Pub Date : 2024-11-01Epub Date: 2023-08-19DOI: 10.1177/11297298231193477
Rui Pinto, Emanuel Ferreira, Clemente Sousa, João Pedro Barros, Ana Luísa Correia, Ana Rita Silva, Andreia Henriques, Fernando Mata, Anabela Salgueiro, Isabel Fernandes
Background: The cannulation of the arteriovenous fistula (AVF) for hemodialysis (HD) has traditionally depended on the nurse's tactile sensation, which has been associated with suboptimal needle placement and detrimental effects on vascular access (VA) longevity. While the introduction of ultrasound (US) has proven beneficial in mapping the AVF outflow vein and assisting in cannulation planning, aneurysmal deformations remain a common occurrence resulting from various factors, including inadequate cannulation techniques. Within this context, the utilization of skin pigmentation as a clinical landmark has emerged as a potential approach to enhance cannulation planning in HD.
Methods: A prospective longitudinal study was undertaken to investigate the correlation between the occurrence of venous morphological deformations and the cannulation technique guided by skin pigmentation after a 2-month period of implementation.

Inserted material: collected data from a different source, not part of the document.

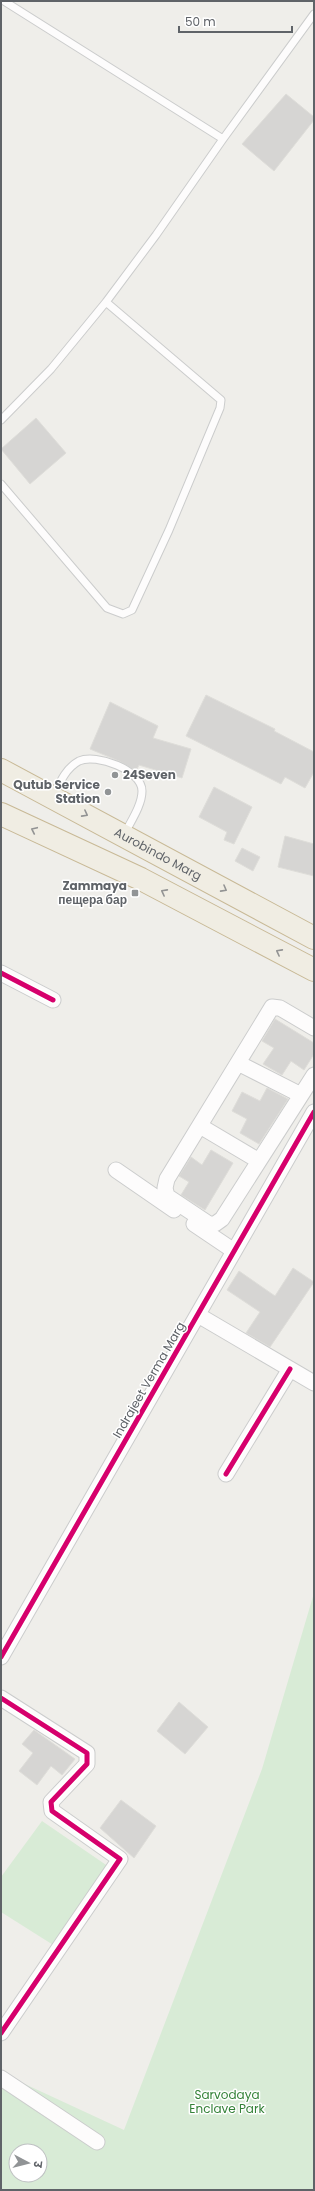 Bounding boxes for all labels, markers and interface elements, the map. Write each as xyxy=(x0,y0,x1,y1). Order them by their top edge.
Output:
scale bar xyxy=(179,8,292,34)
text: 50 m xyxy=(185,13,216,30)
place label: 24Seven xyxy=(123,766,176,783)
marker: 24Seven xyxy=(110,770,120,780)
place label: Qutub Service Station xyxy=(13,776,101,807)
marker: Qutub Service Station xyxy=(103,787,113,797)
one-way arrow xyxy=(81,809,88,817)
street label: Aurobindo Marg xyxy=(111,823,205,884)
one-way arrow xyxy=(31,827,39,835)
place label: Zammaya пещера бар xyxy=(58,877,127,908)
one-way arrow xyxy=(220,885,227,892)
marker: Zammaya пещера бар xyxy=(130,888,140,898)
one-way arrow xyxy=(161,889,169,896)
one-way arrow xyxy=(276,949,284,957)
street label: Indrajeet Verma Marg xyxy=(108,1319,189,1441)
park label: Sarvodaya Enclave Park xyxy=(189,2086,265,2117)
north arrow xyxy=(8,2143,48,2183)
text: उ xyxy=(30,2159,46,2169)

Results: Thirty patients were enrolled in the study with 433 cannulations being described within the first 2 months of AVF use. The overall rate of cannulation-related adverse events was 21.9%. Comparative analysis demonstrated a statistically significant relationship (p < 0.001) between aneurysmal deformation and non-compliance with the proposed cannulation technique, resulting in cannulation outside the designated points. Non-compliance was primarily attributed to nurse's decision (57.1%).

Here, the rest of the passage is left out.